## Work item
Give back an exact copy of the lines in the records below, from the line that has "transform-origin:19px; border-radius:19px; background:#f7f8fa" through the line that has "position:absolute; left:21px; top:2446px;", and nothing besides.

── Study material ──

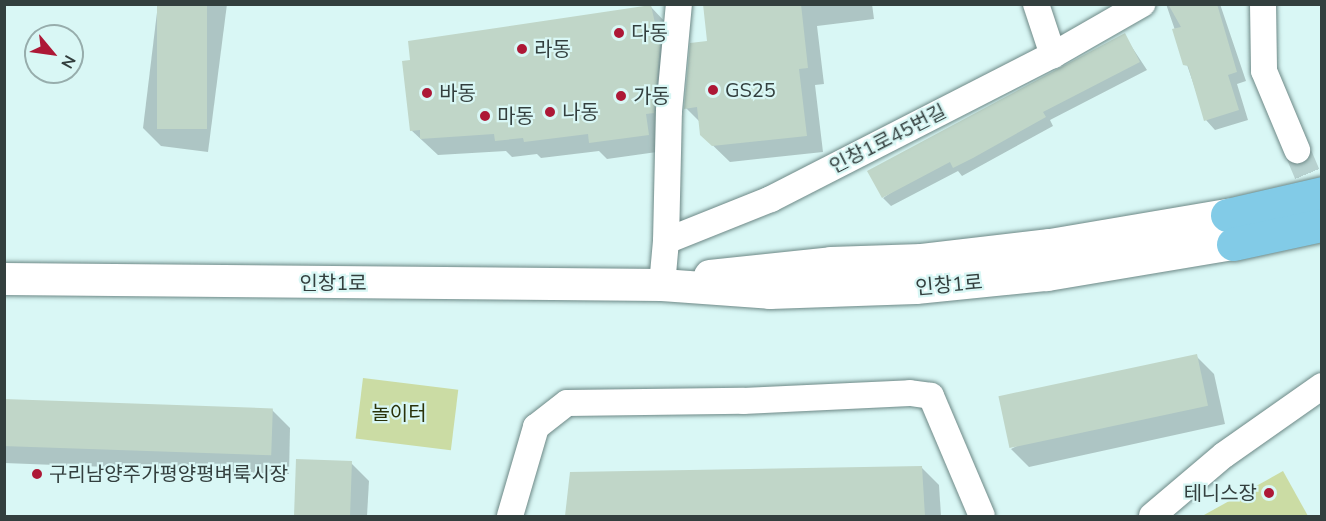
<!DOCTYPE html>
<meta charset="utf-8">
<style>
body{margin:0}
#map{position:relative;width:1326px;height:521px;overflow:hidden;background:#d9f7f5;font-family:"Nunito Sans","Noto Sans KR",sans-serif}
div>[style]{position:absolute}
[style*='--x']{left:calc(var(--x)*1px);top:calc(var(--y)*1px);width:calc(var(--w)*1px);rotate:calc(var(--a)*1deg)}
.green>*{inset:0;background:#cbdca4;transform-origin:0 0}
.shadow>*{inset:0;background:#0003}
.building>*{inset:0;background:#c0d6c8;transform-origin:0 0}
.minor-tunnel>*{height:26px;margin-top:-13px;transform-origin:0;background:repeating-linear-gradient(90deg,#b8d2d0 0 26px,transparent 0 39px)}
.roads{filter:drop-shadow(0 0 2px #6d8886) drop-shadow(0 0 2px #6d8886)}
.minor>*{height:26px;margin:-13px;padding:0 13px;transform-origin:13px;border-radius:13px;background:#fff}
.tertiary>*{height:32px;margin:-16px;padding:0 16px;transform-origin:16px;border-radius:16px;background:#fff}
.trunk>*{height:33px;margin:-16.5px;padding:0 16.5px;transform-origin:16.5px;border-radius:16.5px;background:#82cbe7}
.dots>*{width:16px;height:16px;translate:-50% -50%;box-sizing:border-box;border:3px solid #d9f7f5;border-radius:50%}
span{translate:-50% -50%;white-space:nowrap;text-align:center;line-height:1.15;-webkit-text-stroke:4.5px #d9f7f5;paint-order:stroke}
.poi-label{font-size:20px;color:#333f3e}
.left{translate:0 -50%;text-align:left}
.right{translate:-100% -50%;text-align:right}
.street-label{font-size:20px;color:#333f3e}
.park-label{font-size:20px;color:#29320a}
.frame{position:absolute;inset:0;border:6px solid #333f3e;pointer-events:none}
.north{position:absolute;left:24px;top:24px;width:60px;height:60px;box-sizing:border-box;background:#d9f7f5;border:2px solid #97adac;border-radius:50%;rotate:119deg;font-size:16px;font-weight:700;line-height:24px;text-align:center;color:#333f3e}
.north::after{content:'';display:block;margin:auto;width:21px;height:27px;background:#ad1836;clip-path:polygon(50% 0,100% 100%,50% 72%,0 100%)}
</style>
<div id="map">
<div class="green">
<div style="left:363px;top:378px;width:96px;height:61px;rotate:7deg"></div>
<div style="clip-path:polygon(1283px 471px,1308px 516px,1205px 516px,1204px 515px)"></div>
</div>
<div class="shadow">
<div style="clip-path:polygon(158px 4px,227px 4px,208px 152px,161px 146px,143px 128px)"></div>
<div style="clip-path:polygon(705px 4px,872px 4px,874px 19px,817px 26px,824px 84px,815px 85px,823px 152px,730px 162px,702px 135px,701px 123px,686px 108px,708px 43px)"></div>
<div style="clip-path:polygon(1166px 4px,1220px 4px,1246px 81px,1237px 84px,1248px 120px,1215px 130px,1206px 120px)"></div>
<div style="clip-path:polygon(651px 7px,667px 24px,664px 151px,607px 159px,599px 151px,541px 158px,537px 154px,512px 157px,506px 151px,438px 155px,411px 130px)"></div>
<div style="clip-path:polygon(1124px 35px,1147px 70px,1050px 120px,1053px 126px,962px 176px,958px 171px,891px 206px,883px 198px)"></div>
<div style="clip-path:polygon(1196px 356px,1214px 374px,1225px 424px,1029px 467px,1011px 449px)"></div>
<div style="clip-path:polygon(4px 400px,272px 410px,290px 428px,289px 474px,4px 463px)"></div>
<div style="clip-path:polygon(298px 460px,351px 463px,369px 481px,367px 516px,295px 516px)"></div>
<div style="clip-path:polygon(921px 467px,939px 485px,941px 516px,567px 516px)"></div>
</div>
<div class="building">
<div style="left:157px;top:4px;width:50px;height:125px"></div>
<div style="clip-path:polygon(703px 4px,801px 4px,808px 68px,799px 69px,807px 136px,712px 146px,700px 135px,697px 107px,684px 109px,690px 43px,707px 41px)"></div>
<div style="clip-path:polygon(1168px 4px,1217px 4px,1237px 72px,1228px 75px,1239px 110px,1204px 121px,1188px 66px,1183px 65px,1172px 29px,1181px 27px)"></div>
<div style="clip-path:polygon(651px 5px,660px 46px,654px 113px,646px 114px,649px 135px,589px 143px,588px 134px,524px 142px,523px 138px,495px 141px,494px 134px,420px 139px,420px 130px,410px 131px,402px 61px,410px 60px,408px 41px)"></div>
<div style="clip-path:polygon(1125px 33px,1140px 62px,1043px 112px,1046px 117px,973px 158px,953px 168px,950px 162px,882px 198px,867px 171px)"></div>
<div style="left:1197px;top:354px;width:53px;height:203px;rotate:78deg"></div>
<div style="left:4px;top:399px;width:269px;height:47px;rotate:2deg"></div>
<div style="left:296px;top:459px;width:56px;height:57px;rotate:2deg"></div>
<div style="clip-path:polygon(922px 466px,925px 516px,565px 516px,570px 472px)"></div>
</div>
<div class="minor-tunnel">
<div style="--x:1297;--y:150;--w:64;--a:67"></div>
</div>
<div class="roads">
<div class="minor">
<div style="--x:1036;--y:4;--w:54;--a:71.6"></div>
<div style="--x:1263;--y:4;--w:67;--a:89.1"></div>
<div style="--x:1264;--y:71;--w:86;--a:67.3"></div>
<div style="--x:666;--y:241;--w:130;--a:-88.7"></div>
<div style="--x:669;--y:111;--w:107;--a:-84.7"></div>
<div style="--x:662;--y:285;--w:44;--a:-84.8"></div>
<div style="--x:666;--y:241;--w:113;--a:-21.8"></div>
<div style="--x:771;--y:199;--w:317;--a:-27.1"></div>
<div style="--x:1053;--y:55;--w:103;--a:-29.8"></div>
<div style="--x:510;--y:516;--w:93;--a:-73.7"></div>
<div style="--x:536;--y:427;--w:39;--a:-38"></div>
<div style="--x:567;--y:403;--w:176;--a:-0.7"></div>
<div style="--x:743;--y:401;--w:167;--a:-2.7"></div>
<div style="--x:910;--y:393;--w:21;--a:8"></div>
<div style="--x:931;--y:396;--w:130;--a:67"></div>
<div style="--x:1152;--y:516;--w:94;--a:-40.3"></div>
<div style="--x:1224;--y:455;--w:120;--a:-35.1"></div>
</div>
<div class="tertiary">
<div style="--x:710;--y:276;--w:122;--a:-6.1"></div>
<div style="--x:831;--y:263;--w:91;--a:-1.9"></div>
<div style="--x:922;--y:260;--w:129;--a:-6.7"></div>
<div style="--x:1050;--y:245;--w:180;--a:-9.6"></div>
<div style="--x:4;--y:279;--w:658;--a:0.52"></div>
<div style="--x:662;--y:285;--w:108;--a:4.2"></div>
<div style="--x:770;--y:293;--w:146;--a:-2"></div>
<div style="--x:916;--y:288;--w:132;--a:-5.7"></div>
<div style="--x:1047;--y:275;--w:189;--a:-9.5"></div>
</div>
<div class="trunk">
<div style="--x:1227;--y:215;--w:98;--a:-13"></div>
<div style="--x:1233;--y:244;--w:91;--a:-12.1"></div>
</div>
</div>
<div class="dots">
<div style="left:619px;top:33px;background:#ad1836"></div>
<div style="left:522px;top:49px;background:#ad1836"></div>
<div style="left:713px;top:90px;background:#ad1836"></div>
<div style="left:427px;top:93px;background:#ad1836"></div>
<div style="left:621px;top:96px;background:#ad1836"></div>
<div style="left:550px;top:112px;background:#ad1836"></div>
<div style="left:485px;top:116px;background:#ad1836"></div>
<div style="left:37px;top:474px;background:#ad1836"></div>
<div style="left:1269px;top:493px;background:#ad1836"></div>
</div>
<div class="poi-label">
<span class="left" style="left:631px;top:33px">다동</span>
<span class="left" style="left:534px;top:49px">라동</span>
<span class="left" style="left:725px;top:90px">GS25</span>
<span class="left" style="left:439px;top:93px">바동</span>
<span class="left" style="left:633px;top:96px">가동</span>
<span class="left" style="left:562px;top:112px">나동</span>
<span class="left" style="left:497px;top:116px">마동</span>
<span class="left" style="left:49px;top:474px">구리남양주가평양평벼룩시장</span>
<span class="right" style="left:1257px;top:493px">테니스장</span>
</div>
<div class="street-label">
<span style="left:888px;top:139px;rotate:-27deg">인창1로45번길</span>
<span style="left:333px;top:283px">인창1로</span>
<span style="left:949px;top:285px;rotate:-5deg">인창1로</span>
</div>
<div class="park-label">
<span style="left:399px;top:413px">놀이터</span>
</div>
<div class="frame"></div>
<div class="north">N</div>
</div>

───
── Study material ──

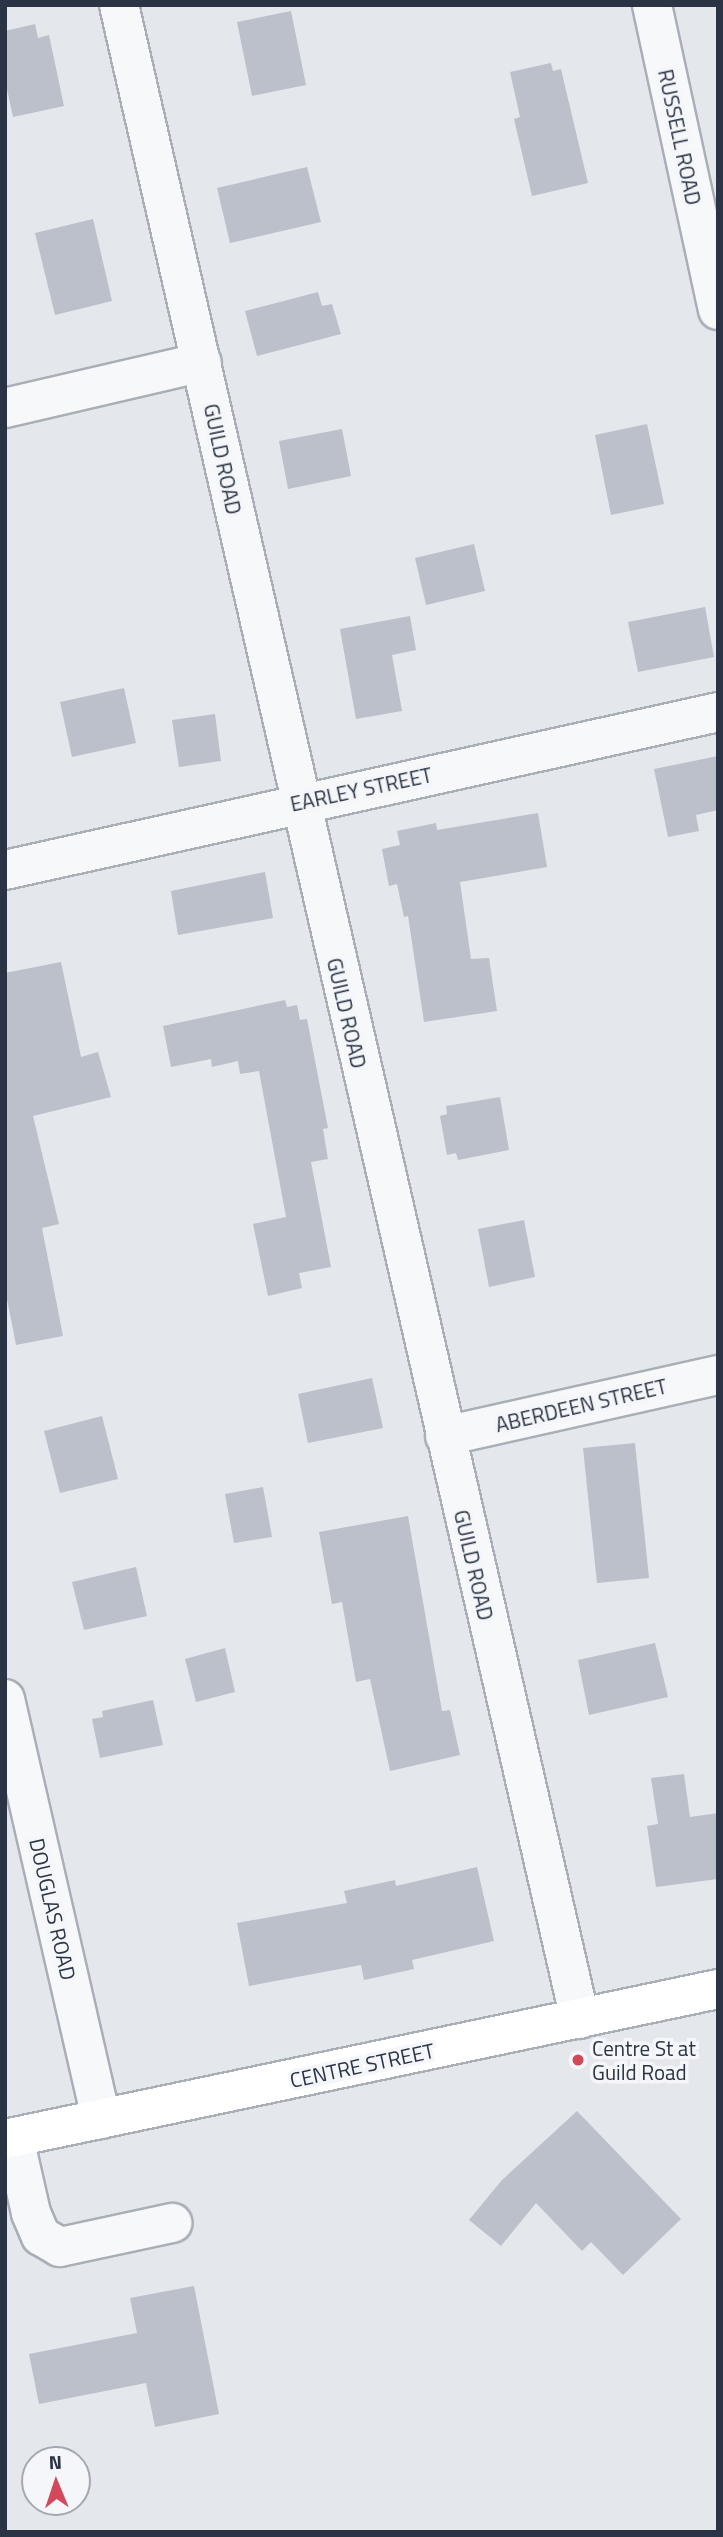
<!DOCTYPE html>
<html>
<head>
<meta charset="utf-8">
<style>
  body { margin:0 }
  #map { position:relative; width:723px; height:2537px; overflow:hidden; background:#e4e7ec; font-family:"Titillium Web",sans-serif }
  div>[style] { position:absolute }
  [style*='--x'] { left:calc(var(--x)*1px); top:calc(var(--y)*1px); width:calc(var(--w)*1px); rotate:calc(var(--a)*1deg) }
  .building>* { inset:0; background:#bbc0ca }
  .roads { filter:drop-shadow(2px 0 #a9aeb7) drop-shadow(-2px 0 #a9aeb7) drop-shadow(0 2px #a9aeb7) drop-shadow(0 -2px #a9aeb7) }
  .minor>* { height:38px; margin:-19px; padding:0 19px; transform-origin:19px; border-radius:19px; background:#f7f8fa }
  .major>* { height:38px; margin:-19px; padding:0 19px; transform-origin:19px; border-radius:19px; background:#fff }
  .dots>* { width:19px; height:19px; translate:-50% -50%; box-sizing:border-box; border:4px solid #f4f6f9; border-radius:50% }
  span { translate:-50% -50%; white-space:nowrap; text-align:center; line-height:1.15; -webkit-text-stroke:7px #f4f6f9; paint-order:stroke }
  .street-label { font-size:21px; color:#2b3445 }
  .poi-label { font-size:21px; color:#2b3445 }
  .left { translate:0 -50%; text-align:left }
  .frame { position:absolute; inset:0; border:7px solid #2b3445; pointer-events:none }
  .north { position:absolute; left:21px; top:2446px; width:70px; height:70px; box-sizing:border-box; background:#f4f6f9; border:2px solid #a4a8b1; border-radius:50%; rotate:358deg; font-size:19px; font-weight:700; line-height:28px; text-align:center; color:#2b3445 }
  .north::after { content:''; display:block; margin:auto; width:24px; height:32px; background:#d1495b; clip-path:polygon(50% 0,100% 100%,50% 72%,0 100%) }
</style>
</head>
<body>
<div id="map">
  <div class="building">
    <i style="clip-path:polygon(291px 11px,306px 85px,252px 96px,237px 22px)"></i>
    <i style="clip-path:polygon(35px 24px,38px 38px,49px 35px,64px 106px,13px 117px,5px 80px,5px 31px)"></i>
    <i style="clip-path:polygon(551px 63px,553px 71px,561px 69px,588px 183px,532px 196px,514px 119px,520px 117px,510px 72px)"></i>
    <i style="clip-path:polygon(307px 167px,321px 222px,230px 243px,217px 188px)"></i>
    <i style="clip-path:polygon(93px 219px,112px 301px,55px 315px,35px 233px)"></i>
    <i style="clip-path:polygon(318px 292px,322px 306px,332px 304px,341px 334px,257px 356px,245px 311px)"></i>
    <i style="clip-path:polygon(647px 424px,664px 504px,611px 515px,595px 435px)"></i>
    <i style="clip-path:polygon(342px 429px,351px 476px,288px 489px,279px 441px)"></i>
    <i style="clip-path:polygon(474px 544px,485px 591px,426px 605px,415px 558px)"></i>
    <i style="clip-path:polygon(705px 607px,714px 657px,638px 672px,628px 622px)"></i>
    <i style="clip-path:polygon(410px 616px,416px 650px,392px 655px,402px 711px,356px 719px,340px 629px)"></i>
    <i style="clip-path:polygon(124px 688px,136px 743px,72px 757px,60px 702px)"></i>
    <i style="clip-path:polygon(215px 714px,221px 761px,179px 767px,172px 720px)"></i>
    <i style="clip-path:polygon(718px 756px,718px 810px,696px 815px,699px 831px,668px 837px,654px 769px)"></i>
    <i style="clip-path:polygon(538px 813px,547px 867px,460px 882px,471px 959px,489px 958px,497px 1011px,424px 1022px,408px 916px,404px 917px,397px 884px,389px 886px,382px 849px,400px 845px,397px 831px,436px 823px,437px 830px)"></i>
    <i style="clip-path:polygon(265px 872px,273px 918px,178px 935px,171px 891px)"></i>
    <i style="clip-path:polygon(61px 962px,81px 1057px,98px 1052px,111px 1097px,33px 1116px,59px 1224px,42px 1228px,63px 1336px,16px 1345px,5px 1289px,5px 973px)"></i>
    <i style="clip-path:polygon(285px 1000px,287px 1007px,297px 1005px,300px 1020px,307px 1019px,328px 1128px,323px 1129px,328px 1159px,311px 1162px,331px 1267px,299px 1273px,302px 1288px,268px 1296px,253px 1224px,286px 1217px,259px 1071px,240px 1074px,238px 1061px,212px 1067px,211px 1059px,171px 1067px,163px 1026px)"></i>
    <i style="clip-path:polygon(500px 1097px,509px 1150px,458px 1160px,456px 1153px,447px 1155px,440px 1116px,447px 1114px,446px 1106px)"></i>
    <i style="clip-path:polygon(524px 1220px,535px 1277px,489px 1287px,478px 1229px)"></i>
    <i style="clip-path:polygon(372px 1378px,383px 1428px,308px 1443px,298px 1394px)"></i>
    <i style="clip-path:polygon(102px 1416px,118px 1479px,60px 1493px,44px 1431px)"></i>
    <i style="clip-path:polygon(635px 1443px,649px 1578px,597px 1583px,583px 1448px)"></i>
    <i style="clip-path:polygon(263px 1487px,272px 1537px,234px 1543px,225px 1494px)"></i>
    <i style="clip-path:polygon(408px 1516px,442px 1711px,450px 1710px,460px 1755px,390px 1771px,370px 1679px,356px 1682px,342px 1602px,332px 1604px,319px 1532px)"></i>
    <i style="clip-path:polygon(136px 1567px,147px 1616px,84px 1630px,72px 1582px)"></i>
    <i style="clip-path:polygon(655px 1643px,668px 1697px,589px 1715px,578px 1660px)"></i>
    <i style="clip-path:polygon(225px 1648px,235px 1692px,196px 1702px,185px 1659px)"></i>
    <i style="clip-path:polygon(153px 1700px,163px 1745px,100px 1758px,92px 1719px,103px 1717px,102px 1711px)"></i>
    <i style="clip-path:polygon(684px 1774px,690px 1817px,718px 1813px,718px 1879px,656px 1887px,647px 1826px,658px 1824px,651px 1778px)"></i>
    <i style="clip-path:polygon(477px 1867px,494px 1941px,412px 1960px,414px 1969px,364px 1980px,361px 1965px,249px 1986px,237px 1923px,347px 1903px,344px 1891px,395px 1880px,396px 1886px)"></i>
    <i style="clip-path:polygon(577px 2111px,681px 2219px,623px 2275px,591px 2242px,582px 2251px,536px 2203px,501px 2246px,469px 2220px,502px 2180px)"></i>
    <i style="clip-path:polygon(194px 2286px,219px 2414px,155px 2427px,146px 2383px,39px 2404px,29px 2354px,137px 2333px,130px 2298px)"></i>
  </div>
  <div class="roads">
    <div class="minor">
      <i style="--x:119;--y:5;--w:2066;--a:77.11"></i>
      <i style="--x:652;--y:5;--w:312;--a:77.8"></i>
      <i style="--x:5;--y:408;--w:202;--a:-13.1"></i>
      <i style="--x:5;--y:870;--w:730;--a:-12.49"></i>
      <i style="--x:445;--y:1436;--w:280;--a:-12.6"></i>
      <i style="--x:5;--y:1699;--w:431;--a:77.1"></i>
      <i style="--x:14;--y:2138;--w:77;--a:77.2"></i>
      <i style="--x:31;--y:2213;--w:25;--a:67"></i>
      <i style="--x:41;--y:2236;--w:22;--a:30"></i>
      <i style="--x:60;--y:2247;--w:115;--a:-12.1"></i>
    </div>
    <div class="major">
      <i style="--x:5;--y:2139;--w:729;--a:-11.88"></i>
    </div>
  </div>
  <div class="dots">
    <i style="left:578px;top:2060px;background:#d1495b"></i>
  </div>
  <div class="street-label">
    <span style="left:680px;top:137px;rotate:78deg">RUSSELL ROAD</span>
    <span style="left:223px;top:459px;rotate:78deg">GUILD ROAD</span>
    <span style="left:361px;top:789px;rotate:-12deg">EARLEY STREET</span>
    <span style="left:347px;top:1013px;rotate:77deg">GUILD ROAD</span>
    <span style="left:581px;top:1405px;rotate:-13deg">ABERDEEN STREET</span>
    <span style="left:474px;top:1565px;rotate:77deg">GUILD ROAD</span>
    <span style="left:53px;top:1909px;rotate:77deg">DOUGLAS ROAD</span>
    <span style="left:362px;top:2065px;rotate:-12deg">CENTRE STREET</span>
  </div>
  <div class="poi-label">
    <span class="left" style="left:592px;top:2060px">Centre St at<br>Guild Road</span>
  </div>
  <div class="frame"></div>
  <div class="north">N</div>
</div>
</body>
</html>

───

## Solution to the problem
  .minor>* { height:38px; margin:-19px; padding:0 19px; transform-origin:19px; border-radius:19px; background:#f7f8fa }
  .major>* { height:38px; margin:-19px; padding:0 19px; transform-origin:19px; border-radius:19px; background:#fff }
  .dots>* { width:19px; height:19px; translate:-50% -50%; box-sizing:border-box; border:4px solid #f4f6f9; border-radius:50% }
  span { translate:-50% -50%; white-space:nowrap; text-align:center; line-height:1.15; -webkit-text-stroke:7px #f4f6f9; paint-order:stroke }
  .street-label { font-size:21px; color:#2b3445 }
  .poi-label { font-size:21px; color:#2b3445 }
  .left { translate:0 -50%; text-align:left }
  .frame { position:absolute; inset:0; border:7px solid #2b3445; pointer-events:none }
  .north { position:absolute; left:21px; top:2446px; width:70px; height:70px; box-sizing:border-box; background:#f4f6f9; border:2px solid #a4a8b1; border-radius:50%; rotate:358deg; font-size:19px; font-weight:700; line-height:28px; text-align:center; color:#2b3445 }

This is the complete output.